- **INFORMATION SUPPLIED**
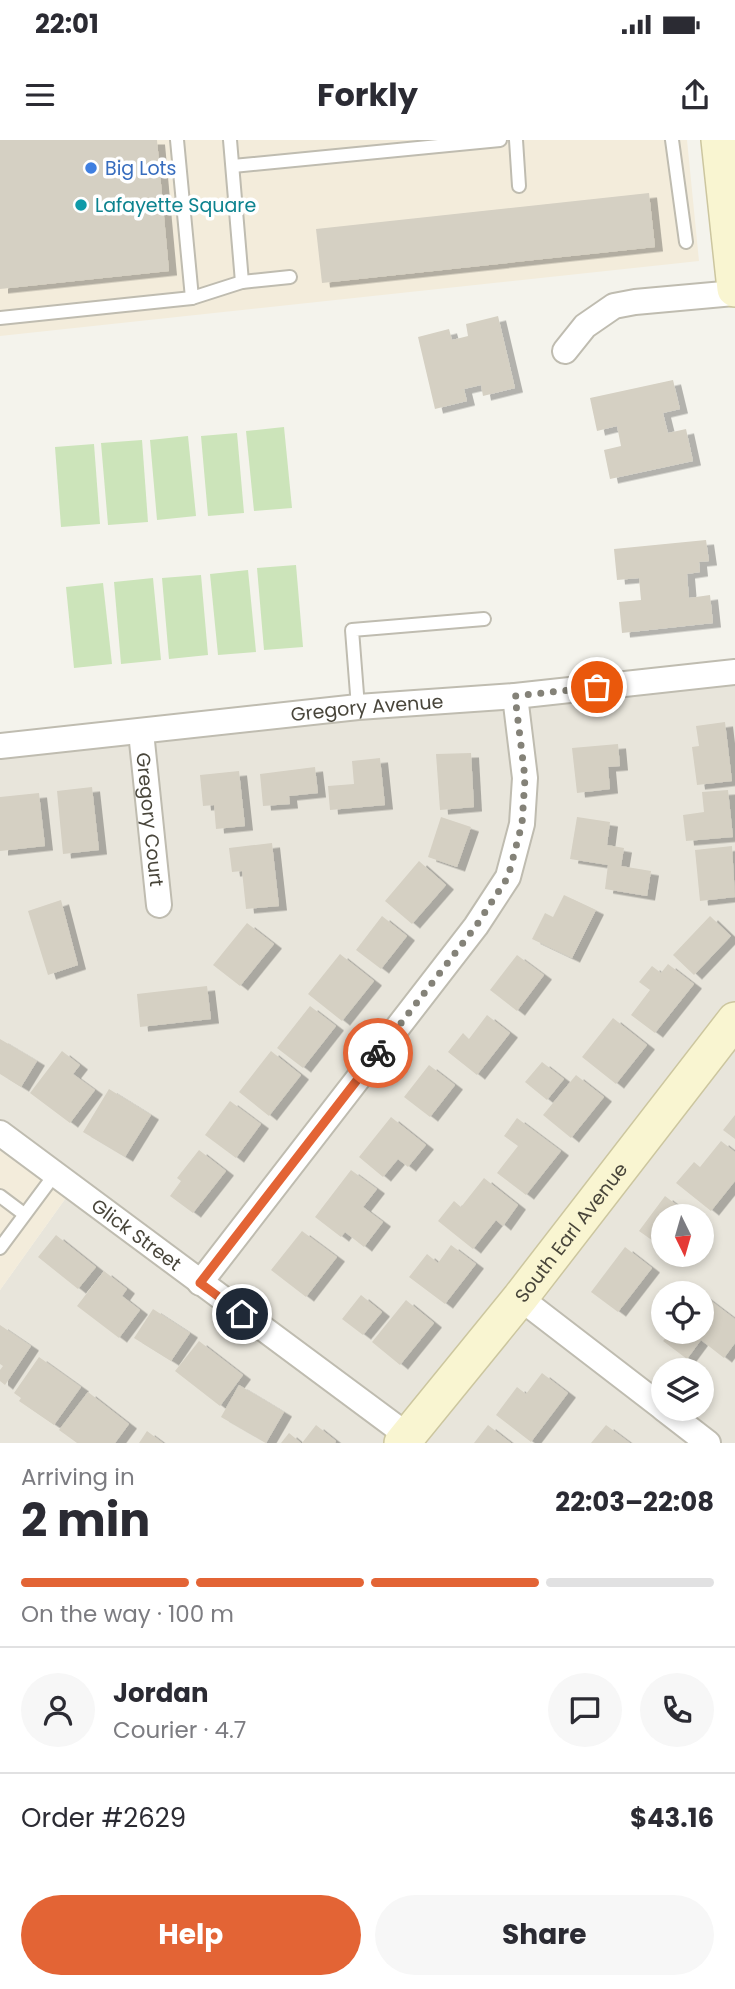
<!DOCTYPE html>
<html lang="en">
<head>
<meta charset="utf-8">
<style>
	body { margin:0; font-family:Poppins,sans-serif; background:#f7f7f7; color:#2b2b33; height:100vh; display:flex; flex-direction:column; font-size:26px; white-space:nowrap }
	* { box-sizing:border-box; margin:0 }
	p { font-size:23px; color:#7c7c81 }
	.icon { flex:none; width:38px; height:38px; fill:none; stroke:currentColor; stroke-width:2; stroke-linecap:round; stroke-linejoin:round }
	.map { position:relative; height:1303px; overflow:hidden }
	.side { display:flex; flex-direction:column; background:#fff; flex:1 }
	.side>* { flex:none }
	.needle { width:46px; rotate:175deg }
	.controls { position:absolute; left:651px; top:1064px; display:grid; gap:14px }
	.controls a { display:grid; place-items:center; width:63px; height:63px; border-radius:50%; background:#fff; box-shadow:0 4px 10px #0003; font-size:35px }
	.pin { position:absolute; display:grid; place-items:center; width:60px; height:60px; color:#fff; margin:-30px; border:4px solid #fff; border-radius:50%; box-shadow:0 2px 7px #0007 }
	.courier { position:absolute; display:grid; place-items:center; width:70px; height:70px; margin:-35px; border:5px solid #e36435; border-radius:50%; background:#fff; color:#222; box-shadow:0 2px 9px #0007 }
	.head em { font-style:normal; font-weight:700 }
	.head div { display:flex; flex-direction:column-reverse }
	.head { display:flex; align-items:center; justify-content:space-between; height:119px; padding:0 21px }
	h1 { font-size:46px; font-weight:700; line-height:52px }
	.bar { display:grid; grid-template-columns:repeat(4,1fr); gap:10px 7px; align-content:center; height:84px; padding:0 21px }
	.bar i { height:9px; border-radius:5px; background:#e1e1e2 }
	.bar .current { background:#e36435 }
	.bar p { grid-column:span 4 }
	.line { display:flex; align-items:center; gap:18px; padding:0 21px; border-top:2px solid #e1e1e2 }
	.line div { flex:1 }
	.round { display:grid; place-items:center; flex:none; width:74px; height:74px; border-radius:37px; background:#f7f7f7 }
	.primary-button { display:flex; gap:14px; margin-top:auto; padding:14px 21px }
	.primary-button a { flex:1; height:80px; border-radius:42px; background:#e36435; color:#fff; font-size:28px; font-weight:700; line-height:80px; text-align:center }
	.primary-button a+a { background:#f7f7f7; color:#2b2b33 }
	.status { display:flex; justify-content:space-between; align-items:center; height:49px; padding:0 35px; background:#fff; direction:ltr }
	.status svg { height:19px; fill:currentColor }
	header { display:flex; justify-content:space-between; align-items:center; height:91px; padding:0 21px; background:#fff; font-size:32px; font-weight:700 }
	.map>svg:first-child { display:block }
	.residential { fill:#e8e5db; fill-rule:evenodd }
	.commercial { fill:#f3ecdb }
	.green { fill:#cce4ba }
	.building { fill:#d5d0c3; filter:url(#shadow) }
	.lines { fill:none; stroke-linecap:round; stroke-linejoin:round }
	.lane-casing { stroke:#bfbcb0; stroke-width:16 }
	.street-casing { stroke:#bfbcb0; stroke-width:28 }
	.secondary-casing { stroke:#ccc69f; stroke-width:38 }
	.lane { stroke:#fff; stroke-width:12 }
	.street { stroke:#fff; stroke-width:24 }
	.secondary { stroke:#f9f5d1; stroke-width:35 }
	.done { stroke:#848278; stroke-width:7; stroke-dasharray:0 12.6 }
	.route { stroke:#e36435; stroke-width:9 }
	.shop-dot { fill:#3f7fe0; stroke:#fff; stroke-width:2.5 }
	.culture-dot { fill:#0f9aa8; stroke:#fff; stroke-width:2.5 }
	.labels { text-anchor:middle; stroke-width:7; stroke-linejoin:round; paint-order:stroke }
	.shop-label { font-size:19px; fill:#366cbe; stroke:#fff; text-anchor:start }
	.culture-label { font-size:19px; fill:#0d838f; stroke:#fff; text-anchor:start }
	.street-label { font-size:19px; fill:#48453a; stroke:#fff }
</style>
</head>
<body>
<div class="status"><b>22:01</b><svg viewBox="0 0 49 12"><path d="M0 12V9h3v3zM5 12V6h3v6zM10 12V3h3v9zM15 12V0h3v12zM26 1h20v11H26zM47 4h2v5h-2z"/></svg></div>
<header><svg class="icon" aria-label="menu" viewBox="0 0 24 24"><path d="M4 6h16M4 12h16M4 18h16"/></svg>Forkly<svg class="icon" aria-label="share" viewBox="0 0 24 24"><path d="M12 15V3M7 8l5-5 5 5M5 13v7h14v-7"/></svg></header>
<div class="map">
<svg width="735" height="1303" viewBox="0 0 735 1303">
	<defs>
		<filter id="shadow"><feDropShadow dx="8" dy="4.5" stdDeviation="0" flood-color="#0004"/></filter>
	</defs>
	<rect width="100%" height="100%" fill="#f4f3ec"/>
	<path class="residential" d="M735,532V1303H0V1150L73,1048L0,993V607ZM663,1076H702V1115H663ZM663,1153H702V1192H663ZM663,1230H702V1269H663Z"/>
	<g class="commercial">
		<polygon points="0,0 687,0 699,121 0,196"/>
		<polygon points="0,993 73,1048 0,1150"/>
	</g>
	<g class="green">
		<polygon points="284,287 292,368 254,371 246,291"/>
		<polygon points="237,293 244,373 208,376 201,296"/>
		<polygon points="188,296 196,376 157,380 150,300"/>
		<polygon points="142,300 148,382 108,385 101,303"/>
		<polygon points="94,304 100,384 61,387 55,307"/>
		<polygon points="296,425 303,507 264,510 257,428"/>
		<polygon points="248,430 256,512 218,515 210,434"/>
		<polygon points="201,435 208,515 169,519 162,438"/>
		<polygon points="153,438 161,520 121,524 114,442"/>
		<polygon points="103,443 112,524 74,528 66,447"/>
	</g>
	<g class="building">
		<polygon points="0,0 157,0 169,131 0,149"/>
		<polygon points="649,53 655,107 322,143 316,89"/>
		<polygon points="498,176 515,248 483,256 481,245 464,249 467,261 435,269 418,197 449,189 452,200 468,196 466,184"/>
		<polygon points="673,240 680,269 663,273 668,293 686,289 693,321 610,339 604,310 621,306 617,286 597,291 590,258"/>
		<polygon points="706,400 709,421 699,422 700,432 687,434 689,458 710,455 713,483 622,493 619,462 641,460 639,438 617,440 614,409"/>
		<polygon points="725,582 732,641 697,645 692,607 699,606 696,586"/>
		<polygon points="618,604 620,626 608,627 610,649 577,653 572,608"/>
		<polygon points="471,613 474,667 440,670 436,614"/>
		<polygon points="380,618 385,665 330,670 328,646 354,644 352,621"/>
		<polygon points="315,627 318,653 289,656 290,664 263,666 260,634"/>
		<polygon points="239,631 245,686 216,689 214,665 203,666 200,635"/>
		<polygon points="92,647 99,710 63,714 57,651"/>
		<polygon points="728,650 733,697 686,701 683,675 704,672 702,652"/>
		<polygon points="39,653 45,706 0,711 0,657"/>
		<polygon points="441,677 471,687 457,727 428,717"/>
		<polygon points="577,677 610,682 607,705 624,708 621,726 651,731 647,756 605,749 608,725 570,719"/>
		<polygon points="272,703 279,766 246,769 242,731 232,732 229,708"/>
		<polygon points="732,706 735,757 700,761 695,710"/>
		<polygon points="419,721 446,745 412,784 385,761"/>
		<polygon points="564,755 596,770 572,818 532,799 545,773 553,777"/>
		<polygon points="61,760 78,825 48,835 28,771"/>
		<polygon points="382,776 407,796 381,829 356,810"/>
		<polygon points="710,776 731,796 694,835 673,815"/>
		<polygon points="247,783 274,804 240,846 213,825"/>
		<polygon points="340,814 374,841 342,881 308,854"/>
		<polygon points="517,815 544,835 517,871 490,850"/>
		<polygon points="668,824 694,844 655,893 631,875 650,850 639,842 652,826 661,833"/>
		<polygon points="207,846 211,879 140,887 137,854"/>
		<polygon points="310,866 336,886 303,928 277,908"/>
		<polygon points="487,875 510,893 477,935 448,912 463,893 469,899"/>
		<polygon points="613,878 647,905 616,944 582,917"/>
		<polygon points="0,899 37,921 21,947 0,934"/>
		<polygon points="62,911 80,925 73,934 95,950 70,983 30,953"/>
		<polygon points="271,911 301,935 269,976 239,952"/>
		<polygon points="542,922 564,939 547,960 525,942"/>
		<polygon points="429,925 455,945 430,977 404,957"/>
		<polygon points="576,935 604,957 571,998 543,975"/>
		<polygon points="109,949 151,975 125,1017 83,992"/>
		<polygon points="230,961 261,984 236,1018 205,995"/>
		<polygon points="735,975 735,999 723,990"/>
		<polygon points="391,977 426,1005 408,1027 398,1019 383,1037 359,1017"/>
		<polygon points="517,978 561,1011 526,1055 497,1033 518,1006 504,996"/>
		<polygon points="721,1001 735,1012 735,1041 711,1071 676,1043 694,1022 700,1027"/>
		<polygon points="199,1010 226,1031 193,1073 170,1056 181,1041 177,1038"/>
		<polygon points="351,1030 377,1049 363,1067 383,1082 364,1107 345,1092 341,1097 315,1077"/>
		<polygon points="484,1038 518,1065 503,1086 496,1080 473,1109 438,1081 454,1061 461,1067"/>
		<polygon points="665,1056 690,1075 663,1076 663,1108 639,1091"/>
		<polygon points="302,1091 337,1117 306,1157 271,1130"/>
		<polygon points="56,1095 96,1127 78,1149 38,1117"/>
		<polygon points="451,1105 476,1124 445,1164 409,1137 427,1114 438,1123"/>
		<polygon points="625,1107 652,1128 618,1172 591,1152"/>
		<polygon points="104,1131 127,1149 122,1156 140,1170 119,1198 77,1166"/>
		<polygon points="702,1154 735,1179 735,1203 724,1218 701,1200 687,1219 663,1201 671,1192 702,1192"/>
		<polygon points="361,1155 382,1172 363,1195 342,1179"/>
		<polygon points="406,1160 434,1183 400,1225 372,1202"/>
		<polygon points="153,1169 190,1193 171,1221 134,1198"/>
		<polygon points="0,1185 31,1206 5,1245 0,1241 0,1230 3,1226 0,1224"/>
		<polygon points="199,1201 243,1235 220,1266 175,1231"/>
		<polygon points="39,1217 81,1247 54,1285 19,1261 21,1258 14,1253"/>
		<polygon points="542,1233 568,1253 531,1302 496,1275 517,1247 526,1254"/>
		<polygon points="239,1245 284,1272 266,1303 221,1277"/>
		<polygon points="88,1252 129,1284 115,1303 77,1303 59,1290"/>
		<polygon points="316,1285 336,1301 335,1303 302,1303"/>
		<polygon points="488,1285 511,1303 474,1303"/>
		<polygon points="606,1285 630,1303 591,1303"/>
		<polygon points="147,1291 163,1303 139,1303"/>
		<polygon points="289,1293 301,1303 281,1303"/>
	</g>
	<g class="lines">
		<defs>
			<g id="lane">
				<polyline points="177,0 192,158"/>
				<polyline points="516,0 519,46"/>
				<polyline points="672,0 686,102"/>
				<polyline points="233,26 500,0"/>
				<polyline points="242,142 290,137"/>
				<polyline points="0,178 192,158 242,142 230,0"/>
				<polyline points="358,567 352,490 484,479"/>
				<polyline points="0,1056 24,1074"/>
				<polyline points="0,1108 55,1034"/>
			</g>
			<g id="street">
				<polyline points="565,211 585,186 614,166 635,162 735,153"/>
				<path id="s1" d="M141,592L159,765"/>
				<path id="s2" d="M0,606L358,567L515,556L735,532"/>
				<path id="s3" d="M0,993L408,1296"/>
				<polyline points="200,1143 476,786 508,737 522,684 525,638 515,556"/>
				<polyline points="520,1158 663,1268"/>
				<polyline points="664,1269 708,1303"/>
			</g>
			<g id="secondary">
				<polyline points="719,0 735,149"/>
				<path id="s4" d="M402,1303L520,1158L735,880"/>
			</g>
		</defs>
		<use href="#lane" class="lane-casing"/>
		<use href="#street" class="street-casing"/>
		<use href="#secondary" class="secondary-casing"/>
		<use href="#lane" class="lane"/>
		<use href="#street" class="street"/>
		<use href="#secondary" class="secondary"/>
	</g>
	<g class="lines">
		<polyline class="done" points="378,913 476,786 508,737 522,684 525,638 515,556 597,547"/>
		<polyline class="route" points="242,1174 200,1143 378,913"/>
	</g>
	<circle class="shop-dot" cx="91" cy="28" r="7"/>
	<circle class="culture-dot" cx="81" cy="65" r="7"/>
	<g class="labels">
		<g class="shop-label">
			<text x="105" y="35">Big Lots</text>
		</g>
		<g class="culture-label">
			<text x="95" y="72">Lafayette Square</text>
		</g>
		<g class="street-label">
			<text dy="7" stroke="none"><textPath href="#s2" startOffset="369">Gregory Avenue</textPath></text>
			<text dy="7" stroke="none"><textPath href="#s1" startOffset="88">Gregory Court</textPath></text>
			<text dy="7" stroke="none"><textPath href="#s4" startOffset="270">South Earl Avenue</textPath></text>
			<text dy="7" stroke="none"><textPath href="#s3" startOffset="170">Glick Street</textPath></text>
		</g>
	</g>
</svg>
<div class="controls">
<a><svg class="needle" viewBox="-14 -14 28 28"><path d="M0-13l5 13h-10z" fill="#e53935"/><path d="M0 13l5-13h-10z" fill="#7c7c81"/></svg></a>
<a><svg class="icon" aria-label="locate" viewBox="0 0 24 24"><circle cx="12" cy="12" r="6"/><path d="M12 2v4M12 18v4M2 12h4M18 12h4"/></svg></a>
<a><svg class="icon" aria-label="layers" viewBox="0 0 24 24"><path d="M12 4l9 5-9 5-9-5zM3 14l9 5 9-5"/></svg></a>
</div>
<div class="pin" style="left:597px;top:547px;background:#ea580c"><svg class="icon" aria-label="bag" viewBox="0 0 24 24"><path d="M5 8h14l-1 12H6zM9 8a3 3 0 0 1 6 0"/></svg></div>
<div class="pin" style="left:242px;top:1174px;background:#1f2937"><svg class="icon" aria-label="home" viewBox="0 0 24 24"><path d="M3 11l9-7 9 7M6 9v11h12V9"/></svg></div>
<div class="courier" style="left:378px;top:913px"><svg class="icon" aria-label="bike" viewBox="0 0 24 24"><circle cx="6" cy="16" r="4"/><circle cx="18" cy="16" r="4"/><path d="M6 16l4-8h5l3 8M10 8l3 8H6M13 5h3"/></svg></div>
</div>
<section class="side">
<div class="head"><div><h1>2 min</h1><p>Arriving in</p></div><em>22:03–22:08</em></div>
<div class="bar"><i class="current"></i><i class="current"></i><i class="current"></i><i></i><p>On the way · 100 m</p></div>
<div class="line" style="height:126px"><a class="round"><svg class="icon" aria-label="person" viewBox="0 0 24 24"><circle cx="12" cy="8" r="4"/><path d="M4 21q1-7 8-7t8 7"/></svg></a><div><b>Jordan</b><p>Courier · 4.7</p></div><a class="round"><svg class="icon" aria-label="chat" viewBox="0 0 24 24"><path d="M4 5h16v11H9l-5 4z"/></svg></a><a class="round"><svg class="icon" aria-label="phone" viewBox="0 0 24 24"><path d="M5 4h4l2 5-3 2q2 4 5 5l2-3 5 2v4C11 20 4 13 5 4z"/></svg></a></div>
<div class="line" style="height:91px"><div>Order #2629</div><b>$43.16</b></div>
<div class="primary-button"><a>Help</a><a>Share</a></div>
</section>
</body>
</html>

- **EXERCISE GOAL**
Check each line in the listing above for the string "linecap", then report how many lines contain it, with no other text.

- **WRITTEN RESPONSE**
2